» ACTIVITY
The response should contain every entry, reproduced exactly.
━━━━
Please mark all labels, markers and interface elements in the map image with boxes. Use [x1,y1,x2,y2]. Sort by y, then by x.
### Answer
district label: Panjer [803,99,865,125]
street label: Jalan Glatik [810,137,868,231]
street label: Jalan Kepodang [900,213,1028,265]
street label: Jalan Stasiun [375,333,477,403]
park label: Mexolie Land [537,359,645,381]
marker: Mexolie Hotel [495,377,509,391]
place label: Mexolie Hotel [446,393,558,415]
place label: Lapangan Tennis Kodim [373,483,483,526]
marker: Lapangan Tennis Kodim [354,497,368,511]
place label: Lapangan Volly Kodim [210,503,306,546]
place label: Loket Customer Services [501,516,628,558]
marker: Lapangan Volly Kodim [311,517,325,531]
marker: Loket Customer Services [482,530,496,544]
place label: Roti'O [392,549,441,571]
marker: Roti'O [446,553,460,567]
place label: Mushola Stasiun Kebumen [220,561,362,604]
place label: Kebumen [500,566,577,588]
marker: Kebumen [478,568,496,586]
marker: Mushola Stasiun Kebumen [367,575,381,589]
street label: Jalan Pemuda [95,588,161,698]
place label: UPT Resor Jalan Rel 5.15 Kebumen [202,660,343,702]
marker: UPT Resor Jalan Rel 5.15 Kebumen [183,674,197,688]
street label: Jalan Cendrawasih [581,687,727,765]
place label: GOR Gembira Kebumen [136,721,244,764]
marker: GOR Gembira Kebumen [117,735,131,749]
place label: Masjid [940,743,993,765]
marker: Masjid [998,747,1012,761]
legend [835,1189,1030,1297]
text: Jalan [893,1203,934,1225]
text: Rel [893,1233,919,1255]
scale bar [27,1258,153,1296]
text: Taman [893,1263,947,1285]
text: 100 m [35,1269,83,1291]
━━━━
» THE ANSWER
Please mark all labels, markers and interface elements in the map image with boxes. Use [x1,y1,x2,y2]. Sort by y, then by x.
### Answer
district label: Panjer [803,99,865,125]
street label: Jalan Glatik [810,137,868,231]
street label: Jalan Kepodang [900,213,1028,265]
street label: Jalan Stasiun [375,333,477,403]
park label: Mexolie Land [537,359,645,381]
marker: Mexolie Hotel [495,377,509,391]
place label: Mexolie Hotel [446,393,558,415]
place label: Lapangan Tennis Kodim [373,483,483,526]
marker: Lapangan Tennis Kodim [354,497,368,511]
place label: Lapangan Volly Kodim [210,503,306,546]
place label: Loket Customer Services [501,516,628,558]
marker: Lapangan Volly Kodim [311,517,325,531]
marker: Loket Customer Services [482,530,496,544]
place label: Roti'O [392,549,441,571]
marker: Roti'O [446,553,460,567]
place label: Mushola Stasiun Kebumen [220,561,362,604]
place label: Kebumen [500,566,577,588]
marker: Kebumen [478,568,496,586]
marker: Mushola Stasiun Kebumen [367,575,381,589]
street label: Jalan Pemuda [95,588,161,698]
place label: UPT Resor Jalan Rel 5.15 Kebumen [202,660,343,702]
marker: UPT Resor Jalan Rel 5.15 Kebumen [183,674,197,688]
street label: Jalan Cendrawasih [581,687,727,765]
place label: GOR Gembira Kebumen [136,721,244,764]
marker: GOR Gembira Kebumen [117,735,131,749]
place label: Masjid [940,743,993,765]
marker: Masjid [998,747,1012,761]
legend [835,1189,1030,1297]
text: Jalan [893,1203,934,1225]
text: Rel [893,1233,919,1255]
scale bar [27,1258,153,1296]
text: Taman [893,1263,947,1285]
text: 100 m [35,1269,83,1291]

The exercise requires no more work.